Stored items
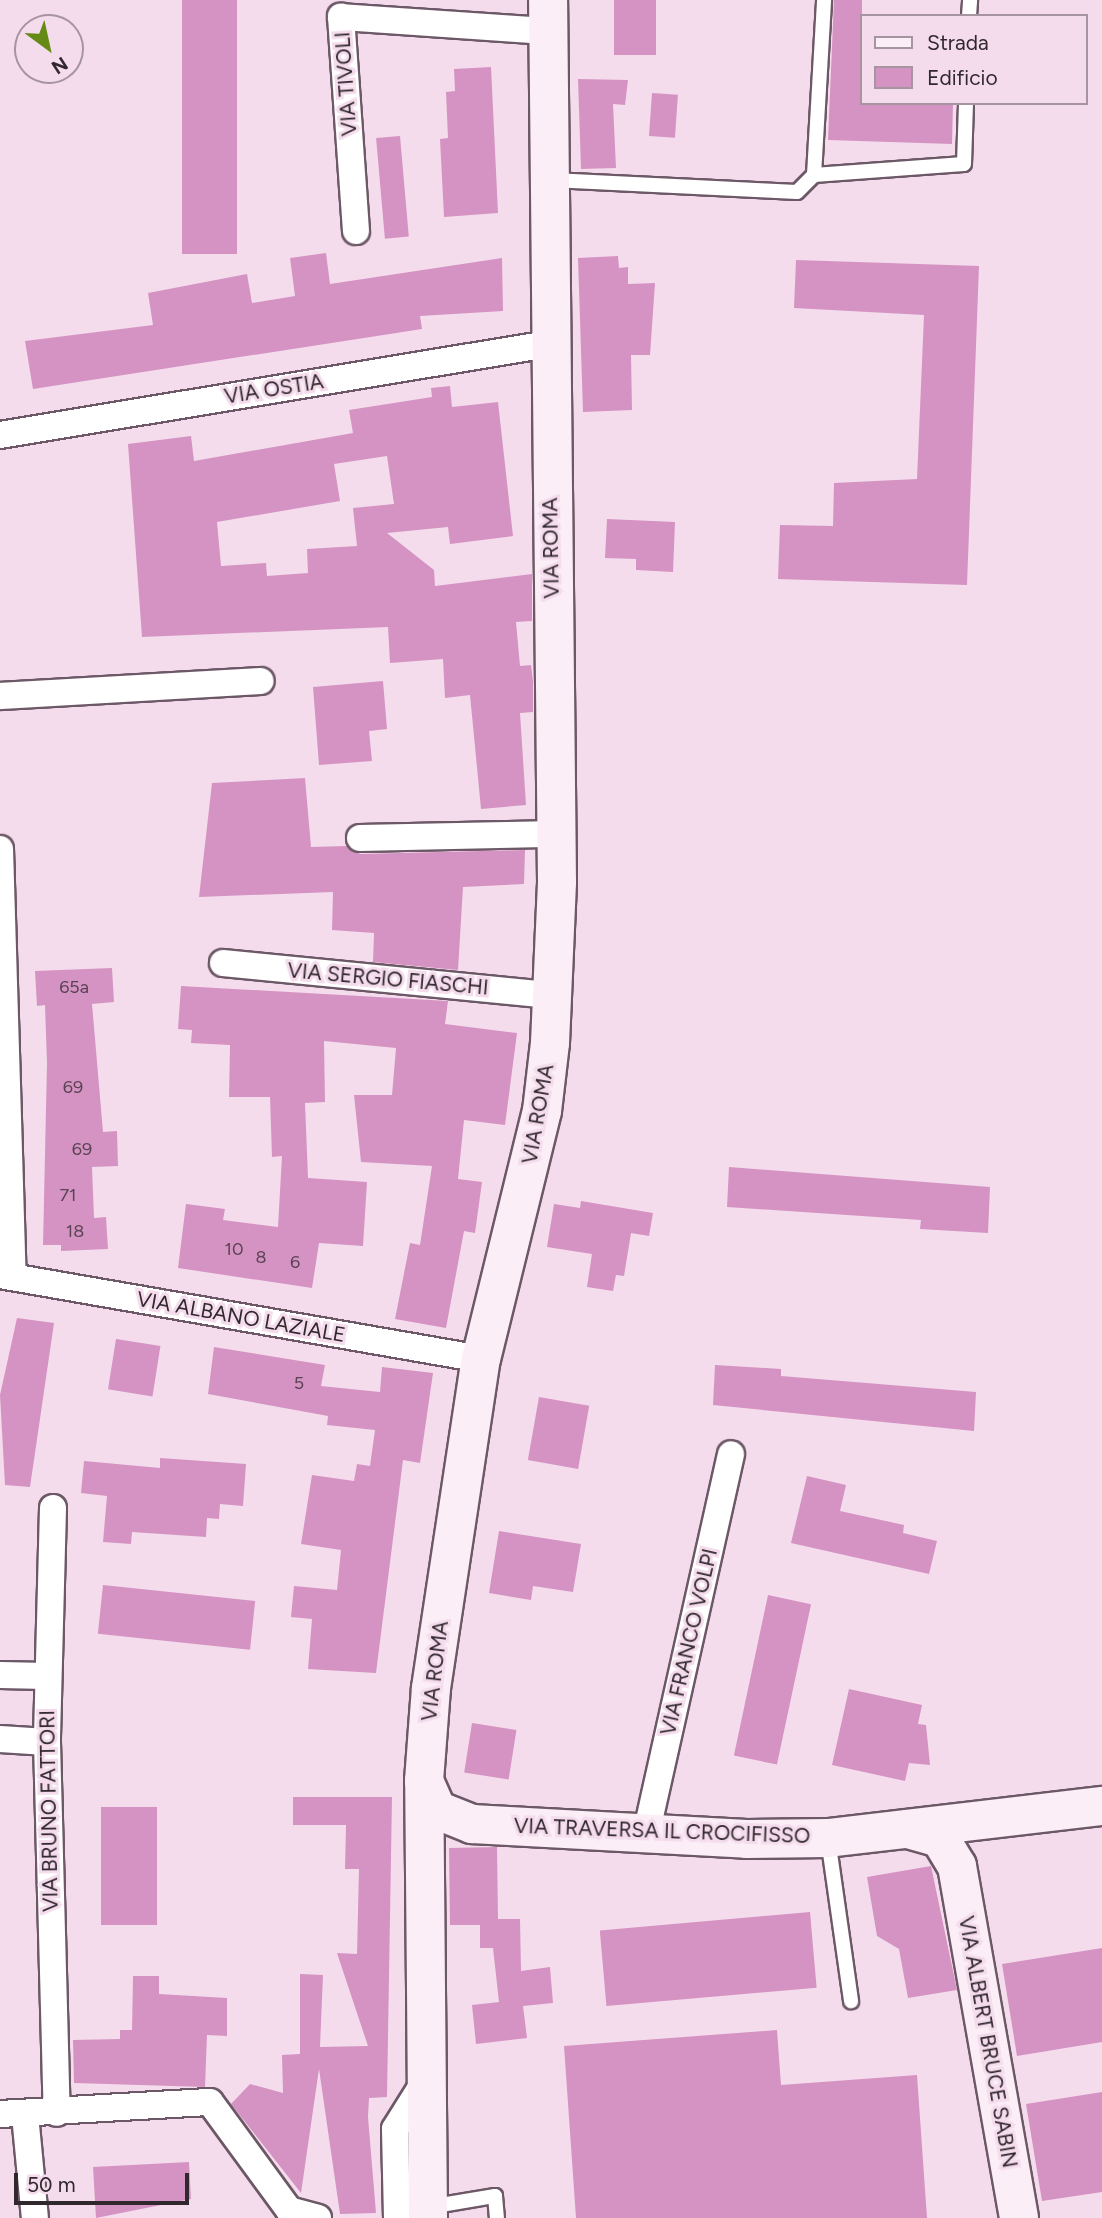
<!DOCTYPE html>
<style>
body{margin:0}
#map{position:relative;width:1102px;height:2218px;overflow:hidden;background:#f4dcec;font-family:Figtree,sans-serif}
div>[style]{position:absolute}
.building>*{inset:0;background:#d593c3;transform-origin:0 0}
.roads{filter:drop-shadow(2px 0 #6c5866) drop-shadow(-2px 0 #6c5866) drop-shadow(0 2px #6c5866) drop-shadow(0 -2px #6c5866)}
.lane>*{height:14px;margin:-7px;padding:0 7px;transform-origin:7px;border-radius:7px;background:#fff}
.street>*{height:26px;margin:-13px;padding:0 13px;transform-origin:13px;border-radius:13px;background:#fff}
.secondary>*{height:38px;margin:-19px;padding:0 19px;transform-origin:19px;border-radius:19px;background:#fbeef7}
span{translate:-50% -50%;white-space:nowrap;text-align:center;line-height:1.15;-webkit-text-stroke:6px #f4dcec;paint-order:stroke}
.number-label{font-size:18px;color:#5a4353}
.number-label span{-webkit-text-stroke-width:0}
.street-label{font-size:21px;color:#31282e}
.legend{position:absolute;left:860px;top:14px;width:228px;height:91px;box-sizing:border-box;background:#f4dcec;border:2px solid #a694a0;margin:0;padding:9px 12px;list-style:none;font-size:21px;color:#31282e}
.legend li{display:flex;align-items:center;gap:14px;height:35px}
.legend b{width:35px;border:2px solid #a694a0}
.north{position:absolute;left:14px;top:14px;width:70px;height:70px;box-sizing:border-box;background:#f4dcec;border:2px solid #a694a0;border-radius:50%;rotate:147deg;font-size:19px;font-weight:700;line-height:28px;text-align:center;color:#31282e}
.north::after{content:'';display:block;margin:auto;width:24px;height:32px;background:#668b15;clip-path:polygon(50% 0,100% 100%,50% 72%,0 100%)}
.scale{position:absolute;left:14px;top:2173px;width:175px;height:32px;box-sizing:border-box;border:4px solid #31282e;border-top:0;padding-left:9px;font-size:21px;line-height:24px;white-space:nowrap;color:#31282e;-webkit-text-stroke:5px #f4dcec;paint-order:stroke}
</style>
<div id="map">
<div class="building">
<i style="left:182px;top:0;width:55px;height:254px"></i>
<i style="left:614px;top:0;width:42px;height:55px"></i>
<i style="clip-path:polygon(834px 0,862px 0,862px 103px,953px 103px,952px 144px,828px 140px)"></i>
<i style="clip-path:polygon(491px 67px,498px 213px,444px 217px,440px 139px,448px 138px,446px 92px,455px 91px,454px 69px)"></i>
<i style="clip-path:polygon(578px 79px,628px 80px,625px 105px,613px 104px,616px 168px,581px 169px)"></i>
<i style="left:652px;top:93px;width:26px;height:43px;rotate:4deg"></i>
<i style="left:400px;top:136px;width:101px;height:24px;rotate:85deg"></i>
<i style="clip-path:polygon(326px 253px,330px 284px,502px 258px,503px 311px,420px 316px,422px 329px,33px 389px,25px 341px,153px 325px,148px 293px,247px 274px,252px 303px,295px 296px,290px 258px)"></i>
<i style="clip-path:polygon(618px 256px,619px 268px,628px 267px,628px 284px,655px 283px,650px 355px,631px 355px,632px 410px,583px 412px,578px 258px)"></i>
<i style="clip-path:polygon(796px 260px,979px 266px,967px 585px,778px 579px,780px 525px,833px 526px,834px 483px,917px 479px,924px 315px,794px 308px)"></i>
<i style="clip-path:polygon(evenodd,450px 386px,452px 407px,498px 402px,513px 536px,450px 544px,448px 527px,387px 533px,434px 570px,435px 586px,532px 574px,532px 621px,516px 622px,520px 666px,531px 665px,533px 681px,533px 712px,520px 713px,526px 805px,481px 809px,470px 695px,445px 698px,443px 659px,390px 663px,388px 627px,142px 637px,128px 444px,191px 436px,194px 461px,353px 433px,349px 410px,432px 397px,431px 388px,450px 386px,387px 456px,394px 504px,353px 508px,357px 546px,307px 549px,308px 573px,267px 576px,266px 563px,221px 566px,217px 522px,340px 501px,334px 464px,387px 456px)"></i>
<i style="clip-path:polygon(607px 519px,675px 522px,673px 572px,636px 570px,636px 559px,605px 558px)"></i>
<i style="clip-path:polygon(383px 681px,387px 729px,369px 731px,372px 761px,319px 765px,313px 687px)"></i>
<i style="clip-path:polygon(305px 778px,311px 847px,347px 846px,360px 854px,525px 850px,524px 884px,463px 887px,458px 970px,373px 962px,374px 933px,332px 930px,333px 892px,199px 897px,212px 783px)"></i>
<i style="clip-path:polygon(112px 968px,114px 1002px,92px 1004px,103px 1132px,117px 1131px,118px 1166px,92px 1167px,94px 1218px,106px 1217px,108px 1249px,61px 1251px,61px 1245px,43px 1245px,47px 1063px,45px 1005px,37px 1006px,35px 971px)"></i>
<i style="clip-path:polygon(181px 986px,448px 1001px,445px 1024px,517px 1033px,505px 1125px,464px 1120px,458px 1179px,482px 1182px,475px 1233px,464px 1231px,446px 1328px,395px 1319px,410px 1243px,420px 1245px,432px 1166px,361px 1162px,354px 1095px,392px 1095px,396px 1048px,324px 1041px,325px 1102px,305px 1103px,308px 1178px,367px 1182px,363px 1246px,319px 1243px,312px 1288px,178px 1268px,186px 1204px,225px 1209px,223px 1220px,278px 1227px,282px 1156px,272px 1157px,270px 1097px,229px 1097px,230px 1045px,191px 1043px,192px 1030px,178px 1029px)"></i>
<i style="clip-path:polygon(729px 1167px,990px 1187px,988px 1233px,920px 1229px,921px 1220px,727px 1207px)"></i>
<i style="clip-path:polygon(581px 1201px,653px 1213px,649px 1236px,631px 1233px,624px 1276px,616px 1275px,613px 1291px,587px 1287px,592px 1254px,547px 1247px,554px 1204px,580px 1208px)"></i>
<i style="clip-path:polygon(17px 1318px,54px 1323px,30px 1487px,5px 1485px,0 1395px)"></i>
<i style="left:116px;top:1339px;width:45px;height:51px;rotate:9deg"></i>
<i style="clip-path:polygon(214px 1347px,325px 1365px,321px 1386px,380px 1392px,382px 1367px,433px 1373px,420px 1463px,403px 1460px,376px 1673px,308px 1669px,312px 1619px,291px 1617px,294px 1586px,337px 1590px,341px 1550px,301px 1544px,312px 1475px,354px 1481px,357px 1464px,370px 1466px,375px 1430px,327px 1425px,328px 1416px,208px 1394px)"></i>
<i style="clip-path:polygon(715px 1365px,781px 1369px,781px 1376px,976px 1392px,974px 1431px,713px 1405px)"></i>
<i style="left:539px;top:1397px;width:51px;height:64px;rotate:10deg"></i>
<i style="clip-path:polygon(160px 1458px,246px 1464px,243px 1506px,220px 1504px,219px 1519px,207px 1518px,206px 1537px,132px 1532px,131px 1544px,103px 1542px,107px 1496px,81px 1493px,84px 1461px,160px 1468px)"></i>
<i style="clip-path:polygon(807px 1476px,846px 1485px,840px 1511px,904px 1525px,903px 1533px,937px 1541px,929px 1574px,791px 1543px)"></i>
<i style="clip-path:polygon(499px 1531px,581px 1544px,573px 1592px,533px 1586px,531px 1600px,489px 1593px)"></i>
<i style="left:103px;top:1585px;width:153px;height:49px;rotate:6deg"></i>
<i style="left:768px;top:1595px;width:44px;height:164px;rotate:12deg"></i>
<i style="clip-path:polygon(849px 1689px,922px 1705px,918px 1724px,926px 1725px,930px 1765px,909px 1763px,905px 1781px,832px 1765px)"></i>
<i style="left:472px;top:1723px;width:45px;height:50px;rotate:9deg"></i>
<i style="clip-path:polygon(293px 1797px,392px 1797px,387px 2097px,369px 2098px,368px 2117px,376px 2213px,340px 2214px,319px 2069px,301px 2193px,231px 2104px,250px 2084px,283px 2093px,282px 2055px,300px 2054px,300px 1974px,323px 1975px,320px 2047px,368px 2046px,337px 1953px,357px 1954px,359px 1869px,345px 1869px,346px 1825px,293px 1825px)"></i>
<i style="left:101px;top:1807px;width:56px;height:118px"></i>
<i style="clip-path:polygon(497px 1847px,498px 1919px,520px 1919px,521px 1971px,550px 1967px,553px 2003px,523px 2006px,527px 2038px,476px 2044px,472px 2005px,499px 2002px,493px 1948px,480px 1948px,480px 1925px,450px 1925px,449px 1848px)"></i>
<i style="clip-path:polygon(931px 1866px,957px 1990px,908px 1998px,899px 1949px,877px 1936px,867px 1877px)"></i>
<i style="left:810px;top:1912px;width:76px;height:211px;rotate:85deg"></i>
<i style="clip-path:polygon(1102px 1948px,1102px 2042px,1017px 2056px,1002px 1964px)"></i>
<i style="clip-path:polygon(133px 1976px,159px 1976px,159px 1994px,227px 1998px,227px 2036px,207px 2035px,205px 2087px,74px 2083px,73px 2040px,120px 2039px,120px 2030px,132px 2030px)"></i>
<i style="clip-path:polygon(777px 2030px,781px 2085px,917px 2075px,927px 2218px,576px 2218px,564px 2046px)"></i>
<i style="clip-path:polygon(1102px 2092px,1102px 2192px,1042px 2201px,1026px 2104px)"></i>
<i style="clip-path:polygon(189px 2162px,191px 2199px,96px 2218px,93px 2167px)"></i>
</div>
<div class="roads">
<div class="lane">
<i style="left:969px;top:16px;width:16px;rotate:-86deg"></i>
<i style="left:814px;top:175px;width:150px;rotate:-4.2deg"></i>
<i style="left:964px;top:164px;width:61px;rotate:-88.1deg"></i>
<i style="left:552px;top:180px;width:245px;rotate:2.8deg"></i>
<i style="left:797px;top:192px;width:24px;rotate:-45deg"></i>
<i style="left:814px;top:175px;width:175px;rotate:-86.7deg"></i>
<i style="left:828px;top:1839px;width:164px;rotate:81.9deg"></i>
<i style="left:429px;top:2207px;width:67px;rotate:-9.5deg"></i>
<i style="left:495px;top:2196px;width:22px;rotate:85deg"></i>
</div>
<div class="street">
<i style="left:356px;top:231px;width:215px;rotate:-94deg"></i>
<i style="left:341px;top:17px;width:207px;rotate:3.9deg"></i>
<i style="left:0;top:435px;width:556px;rotate:-9.43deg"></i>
<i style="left:0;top:696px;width:261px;rotate:-3.3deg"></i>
<i style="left:360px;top:838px;width:196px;rotate:-1.2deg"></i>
<i style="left:0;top:849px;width:428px;rotate:88.3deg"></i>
<i style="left:223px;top:963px;width:331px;rotate:5.6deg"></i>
<i style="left:0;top:1275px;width:488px;rotate:9.9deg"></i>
<i style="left:53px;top:1508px;width:234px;rotate:91.5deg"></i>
<i style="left:47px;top:1742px;width:371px;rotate:88.5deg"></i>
<i style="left:0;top:1675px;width:47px;rotate:1.2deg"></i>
<i style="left:0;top:1739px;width:47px;rotate:3.7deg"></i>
<i style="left:647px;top:1830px;width:385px;rotate:-77.4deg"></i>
<i style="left:0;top:2114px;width:210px;rotate:-3.3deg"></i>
<i style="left:210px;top:2102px;width:134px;rotate:53.8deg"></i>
<i style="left:289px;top:2210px;width:30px;rotate:15deg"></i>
<i style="left:25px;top:2115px;width:103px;rotate:84.5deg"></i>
<i style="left:397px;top:2218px;width:89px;rotate:-91.3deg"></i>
<i style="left:395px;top:2129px;width:57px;rotate:-58deg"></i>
</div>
<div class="secondary">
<i style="left:424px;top:1781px;width:32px;rotate:66deg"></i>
<i style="left:437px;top:1810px;width:38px;rotate:22deg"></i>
<i style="left:472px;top:1824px;width:275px;rotate:3.1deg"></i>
<i style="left:747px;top:1839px;width:81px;rotate:-0.7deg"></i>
<i style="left:828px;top:1838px;width:276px;rotate:-6.7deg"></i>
<i style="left:908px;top:1829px;width:33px;rotate:16deg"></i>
<i style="left:940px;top:1838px;width:33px;rotate:59deg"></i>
<i style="left:957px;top:1866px;width:357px;rotate:80deg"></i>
<i style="left:428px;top:2218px;width:437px;rotate:-90.5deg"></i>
<i style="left:424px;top:1781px;width:93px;rotate:-85.7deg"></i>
<i style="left:431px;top:1688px;width:333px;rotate:-81.4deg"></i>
<i style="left:481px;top:1359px;width:255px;rotate:-76.2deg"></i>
<i style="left:542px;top:1111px;width:68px;rotate:-83.3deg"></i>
<i style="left:550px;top:1043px;width:161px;rotate:-87.5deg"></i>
<i style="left:557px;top:882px;width:882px;rotate:-90.58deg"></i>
</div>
</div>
<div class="number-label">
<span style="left:74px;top:987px">65a</span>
<span style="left:73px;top:1087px">69</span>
<span style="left:82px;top:1149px">69</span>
<span style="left:68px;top:1195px">71</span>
<span style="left:75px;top:1231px">18</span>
<span style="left:234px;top:1249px">10</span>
<span style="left:261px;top:1257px">8</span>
<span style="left:295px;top:1262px">6</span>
<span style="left:299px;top:1383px">5</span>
</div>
<div class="street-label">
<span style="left:346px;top:84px;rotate:-94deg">VIA TIVOLI</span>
<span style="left:274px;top:389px;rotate:-9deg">VIA OSTIA</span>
<span style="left:551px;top:548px;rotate:-91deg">VIA ROMA</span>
<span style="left:388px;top:979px;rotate:5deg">VIA SERGIO FIASCHI</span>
<span style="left:538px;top:1114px;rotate:-80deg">VIA ROMA</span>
<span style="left:241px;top:1317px;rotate:10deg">VIA ALBANO LAZIALE</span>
<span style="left:689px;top:1642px;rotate:-77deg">VIA FRANCO VOLPI</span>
<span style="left:435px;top:1671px;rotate:-83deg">VIA ROMA</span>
<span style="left:49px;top:1811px;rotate:-91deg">VIA BRUNO FATTORI</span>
<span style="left:662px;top:1831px;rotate:2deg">VIA TRAVERSA IL CROCIFISSO</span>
<span style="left:988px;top:2042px;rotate:80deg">VIA ALBERT BRUCE SABIN</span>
</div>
<ul class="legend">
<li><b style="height:9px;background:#fbeef7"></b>Strada</li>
<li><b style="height:19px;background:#d593c3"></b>Edificio</li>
</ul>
<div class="north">N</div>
<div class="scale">50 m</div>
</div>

**PROBLEM TO SOLVE:**
If a line of the data holds the string "lane", list it.

**YOUR RESPONSE:**
.lane>*{height:14px;margin:-7px;padding:0 7px;transform-origin:7px;border-radius:7px;background:#fff}
<div class="lane">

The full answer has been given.